Diante dos argumentos supracitados, para que um progresso científico crescente, que beneficie tanto a humanidade quanto o planeta, exista, a ciência e a ética devem andar sempre juntas, lado a lado, evitando que situações repudiadas no passado aconteçam novamente, pois nenhum avanço será realmente válido se os valores éticos não forem respeitados.

 


 

ÉTICA E CIÊNCIA

Gabriela Leite Souza

Como dito por Mahatma Gandhi, duas das coisas que destroem a humanidade são “Sabedoria sem caráter” e “Ciência sem humanidade”. Deste modo, é possível afirmar que a ética é de extrema importância nas pesquisas científicas, pois é ela que garante o bom uso dos conhecimentos que o cientista possui e aplica em seu trabalho. No entanto, com a grande quantidade de avanços tecnocientíficos com a qual nos deparamos atualmente, é cada vez mais comum escutarmos relatos sobre pesquisas feitas às escondidas acerca de pautas que não são consideradas éticas pela sociedade. Assim, torna-se imprescindível a discussão dessas temáticas, para que elas sejam de conhecimento geral e possam ser observadas sob diferentes perspectivas, garantindo pesquisas dignas de confiança.

É importante ressaltar que ética nas pesquisas científicas é aquele conjunto de normas e leis que definem como se pode pesquisar, o que é certo ou errado dentro de uma pesquisa e quais os parâmetros e/ou limites que devem ser levados em conta, especialmente na etapa experimental, seja ela realizada em seres vivos ou na natureza. Essas leis ou normas podem variar de país para país ou até mesmo entre estados de uma mesma nação. O uso da técnica de edição gênica CRISPR, por exemplo, é proibida em diversos países, como no Brasil, mas em outros não existe uma legislação clara acerca do assunto, existindo ainda a situação dos Estados Unidos, que é o único país que permite esse tipo de pesquisa, desde que não faça uso de verbas federais.

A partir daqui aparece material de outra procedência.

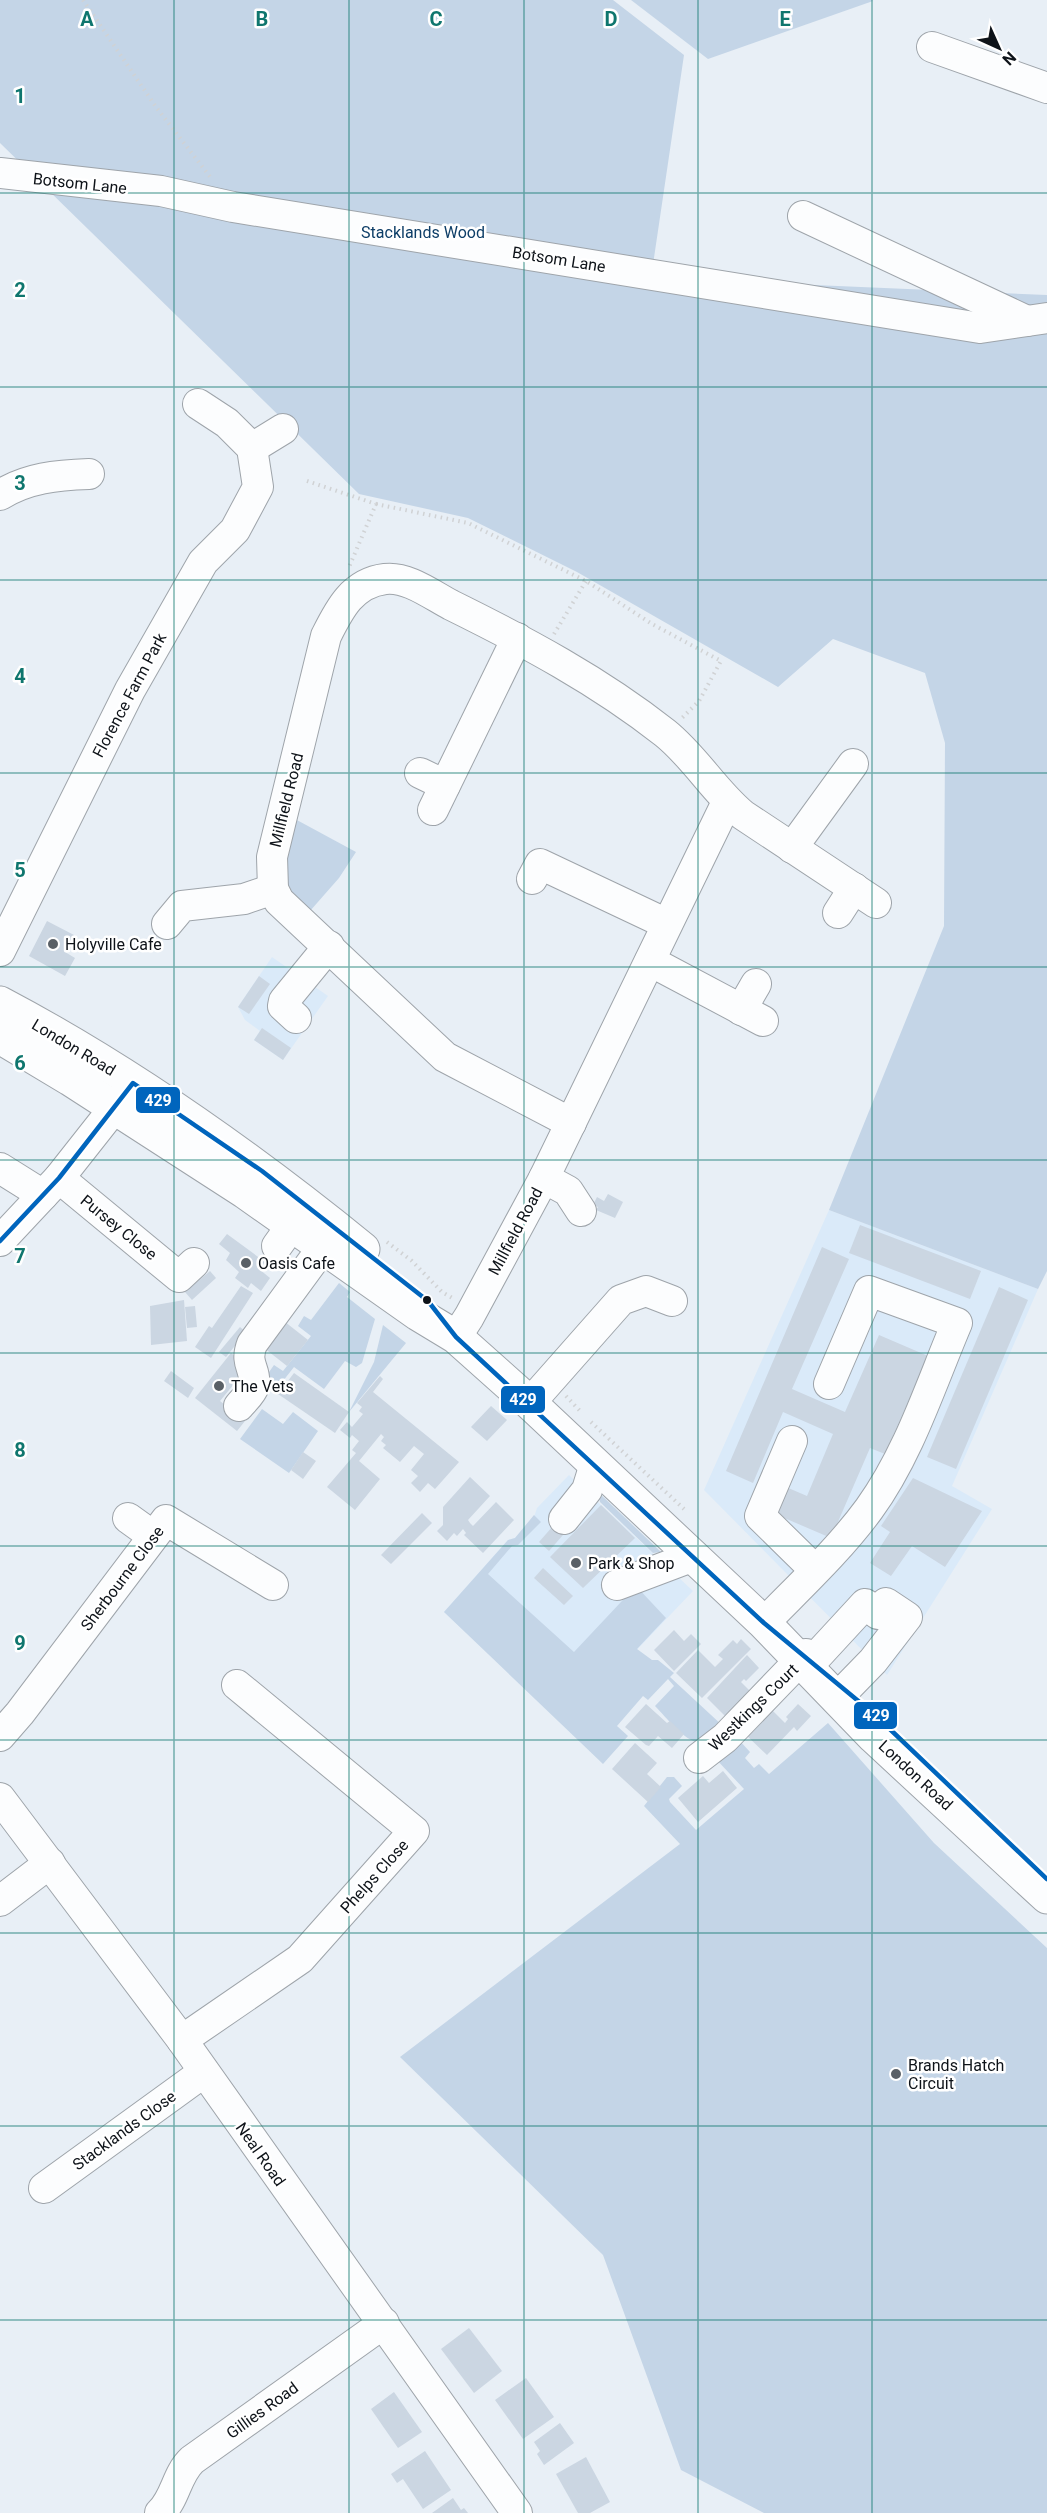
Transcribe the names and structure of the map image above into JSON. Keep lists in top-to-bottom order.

Deve-se também lembrar que a ciência é da sociedade e deve ser feita para ela. Assim, seus objetivos devem estar intrinsecamente ligados a avanços ou melhorias de questões que vêm causando problemas e que não podem ser meramente respondidas pelo senso comum. Por isso a ciência deve ser financiada por verbas federais e estimulada por programas governamentais, evitando que ela seja custeada por pessoas que buscam promover seus próprios interesses, ignorando as questões éticas previamente mencionadas. 

Usando novamente como exemplo a técnica CRISPR, pode-se afirmar que desenvolvê-la foi de grande progresso, especialmente quando se fala em saúde, já que com ela é possível pensar em uma série de realizações e planos para as novas gerações, mudando nossas perspectivas de vida para um futuro não tão distante. Por outro lado, o uso desse método também traz diversos questionamentos que rompem com a pauta científica e adentram o campo da ética e das questões socioeconômicas, pois ela tanto pode ser usada para a cura de doenças genéticas, quanto para melhoramentos feitos antes mesmo do nascimento, lembrando o cenário retratado no livro “Admirável Mundo Novo”.

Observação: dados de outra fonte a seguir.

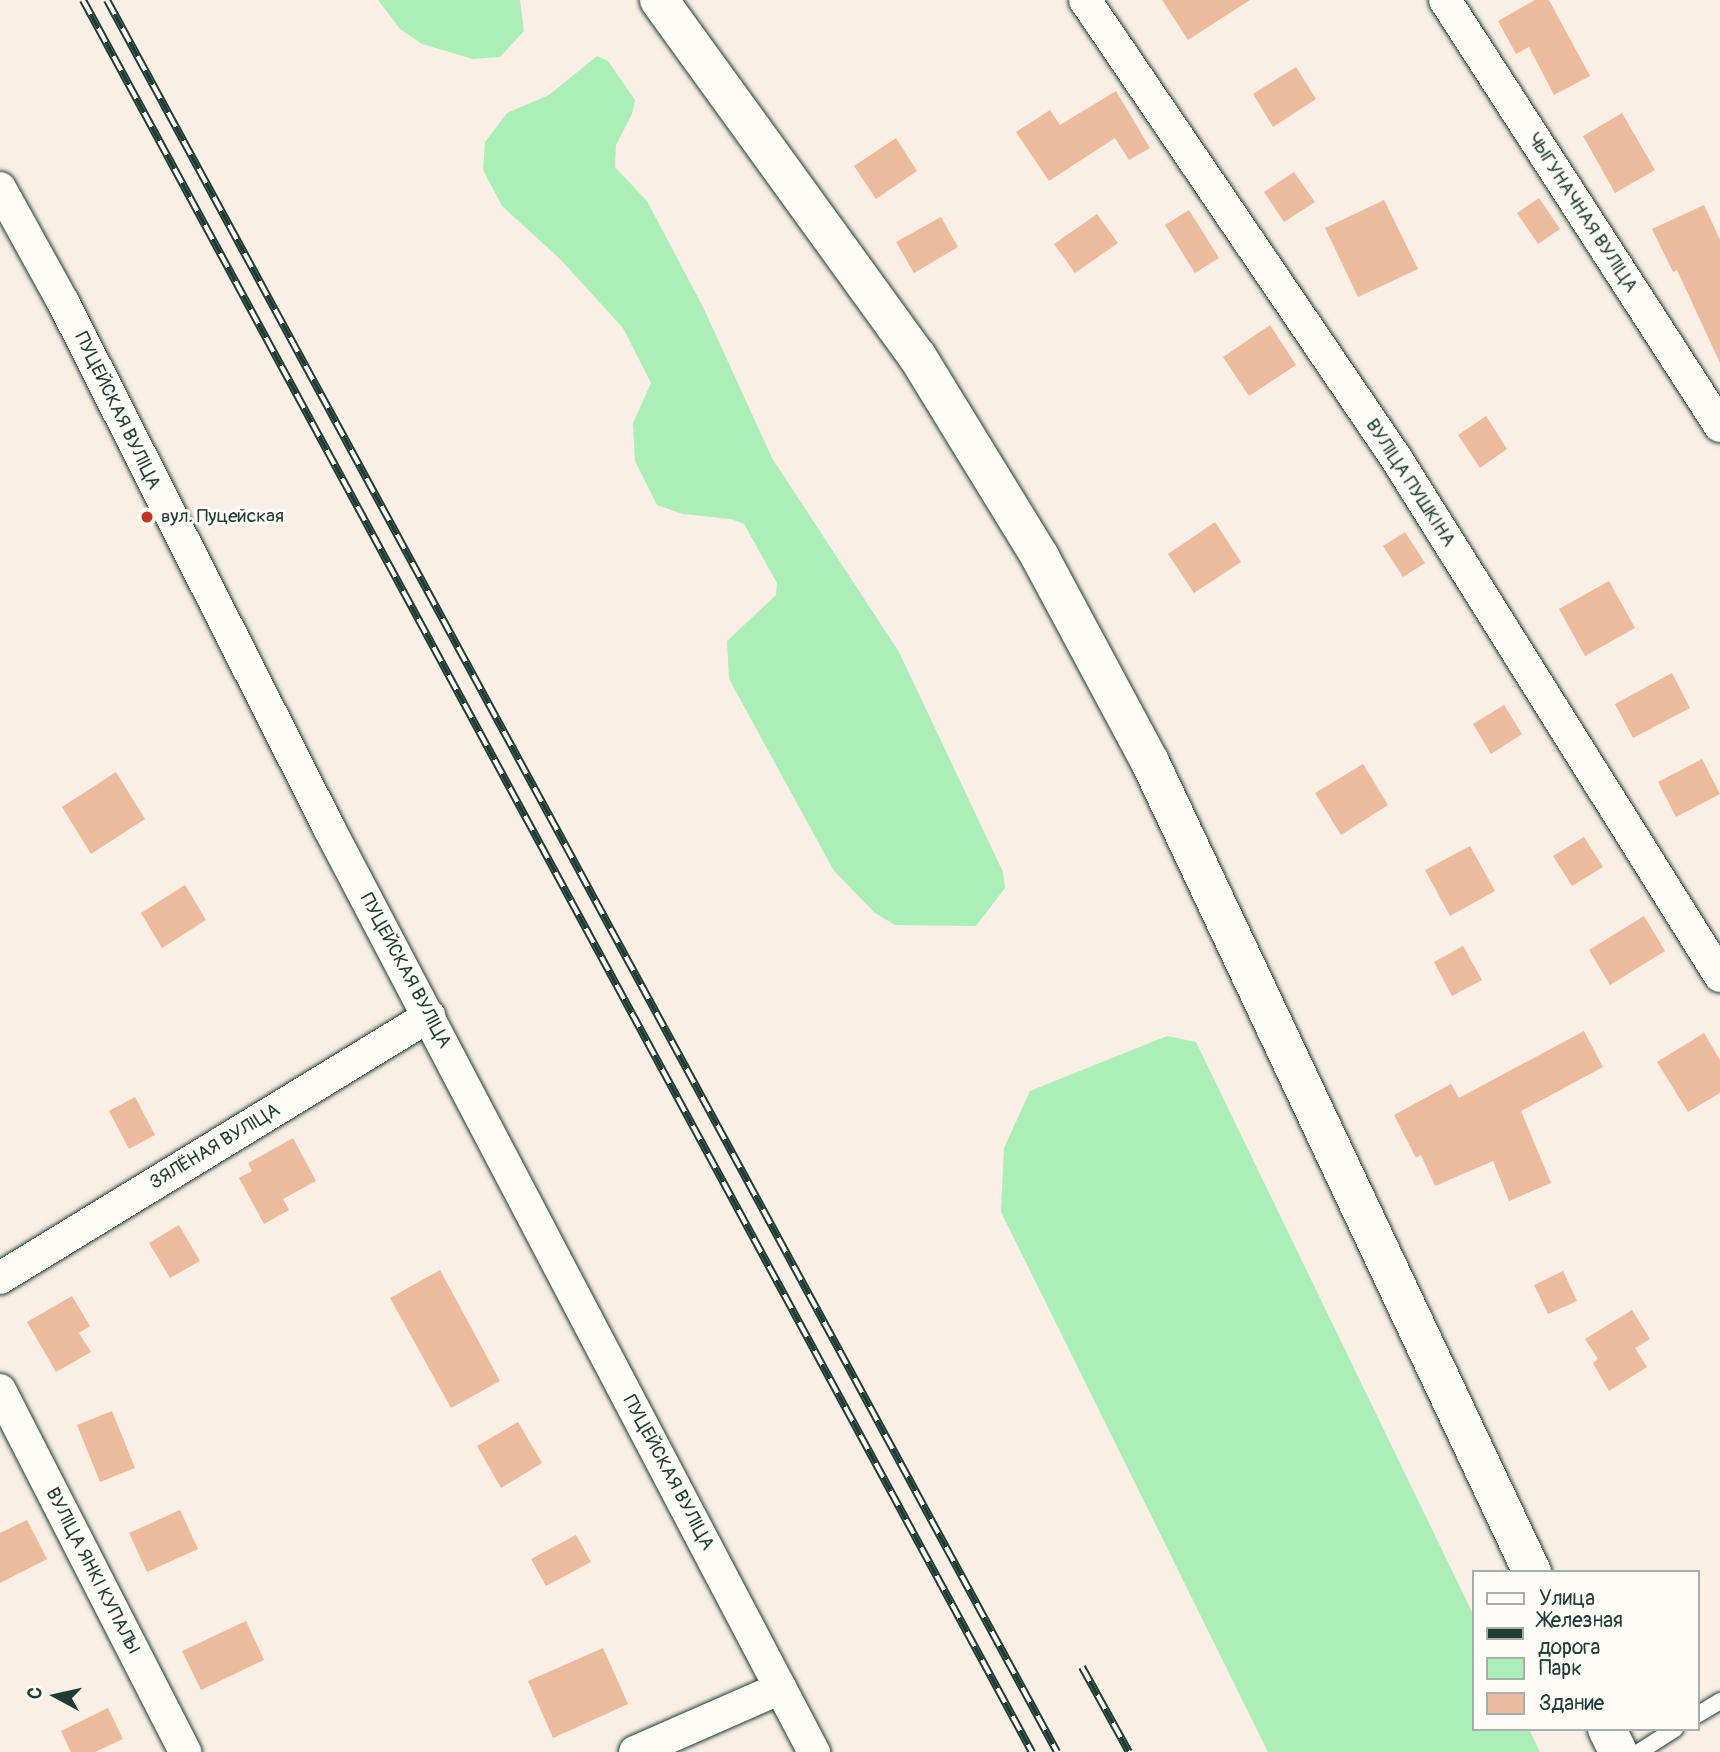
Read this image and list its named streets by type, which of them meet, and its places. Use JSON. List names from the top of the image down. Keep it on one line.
{"streets":{"street":["ЧЫГУНАЧНАЯ ВУЛІЦА","ПУЦЕЙСКАЯ ВУЛІЦА","ВУЛІЦА ПУШКІНА","ЗЯЛЁНАЯ ВУЛІЦА","ВУЛІЦА ЯНКІ КУПАЛЫ"]},"crossings":[["ПУЦЕЙСКАЯ ВУЛІЦА","ЗЯЛЁНАЯ ВУЛІЦА"]],"places":["вул. Пуцейская"],"legend":["Улица","Железная дорога","Парк","Здание"],"north":"left"}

Outra questão levantada nesse tema diz respeito à forma como encaramos pessoas diferentes de nós devido a questões genéticas. Muitos indivíduos com nanismo, por exemplo, não consideram que esse deva ser um fator alterado em seu genoma, pois isso seria como considerá-los uma anormalidade, enquanto eles se sentem bem da maneira que são e não gostariam de modificar isso em si mesmos ou em seus filhos. Já outras pessoas acreditam que essa técnica poderia ser utilizada para fins estéticos, com o objetivo de realizar melhoramentos naqueles que estão dispostos a pagar, desviando do que deveria ser o principal objetivo dessa pesquisa: a saúde.

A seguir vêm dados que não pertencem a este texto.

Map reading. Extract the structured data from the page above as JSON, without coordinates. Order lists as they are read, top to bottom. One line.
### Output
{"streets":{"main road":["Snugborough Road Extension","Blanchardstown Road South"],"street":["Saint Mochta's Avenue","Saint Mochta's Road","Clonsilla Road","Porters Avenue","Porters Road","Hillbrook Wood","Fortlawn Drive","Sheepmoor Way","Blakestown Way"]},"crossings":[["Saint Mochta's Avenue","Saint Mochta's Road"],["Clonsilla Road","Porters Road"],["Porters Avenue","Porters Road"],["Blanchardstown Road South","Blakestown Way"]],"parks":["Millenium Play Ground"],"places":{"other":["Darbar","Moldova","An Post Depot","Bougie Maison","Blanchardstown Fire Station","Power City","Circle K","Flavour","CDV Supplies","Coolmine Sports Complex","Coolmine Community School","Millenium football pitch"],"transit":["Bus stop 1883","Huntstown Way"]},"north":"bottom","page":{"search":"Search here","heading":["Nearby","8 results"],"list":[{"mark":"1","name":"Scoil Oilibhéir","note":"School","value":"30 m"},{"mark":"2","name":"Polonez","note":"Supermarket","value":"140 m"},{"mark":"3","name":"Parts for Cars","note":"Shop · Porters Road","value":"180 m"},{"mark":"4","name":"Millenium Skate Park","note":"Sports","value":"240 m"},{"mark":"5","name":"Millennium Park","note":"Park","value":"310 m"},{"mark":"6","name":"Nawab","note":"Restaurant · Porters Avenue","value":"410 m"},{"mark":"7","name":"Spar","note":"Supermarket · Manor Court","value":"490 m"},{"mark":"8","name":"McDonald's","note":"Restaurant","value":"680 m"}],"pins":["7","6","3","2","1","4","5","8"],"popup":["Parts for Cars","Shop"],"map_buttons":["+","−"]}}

Portanto, é possível perceber que a ética é imprescindível nas pesquisas científicas, já que elas são direcionadas aos problemas e objetivos da sociedade e não podem fugir das leis e normas estipuladas por ela. Além disso, a ética torna as pesquisas dignas de confiança e faz com que barreiras como a da edição do genoma humano antes do nascimento para aprimoramento não sejam ultrapassadas sem o consenso da sociedade como um todo, não ferindo direitos ou normas.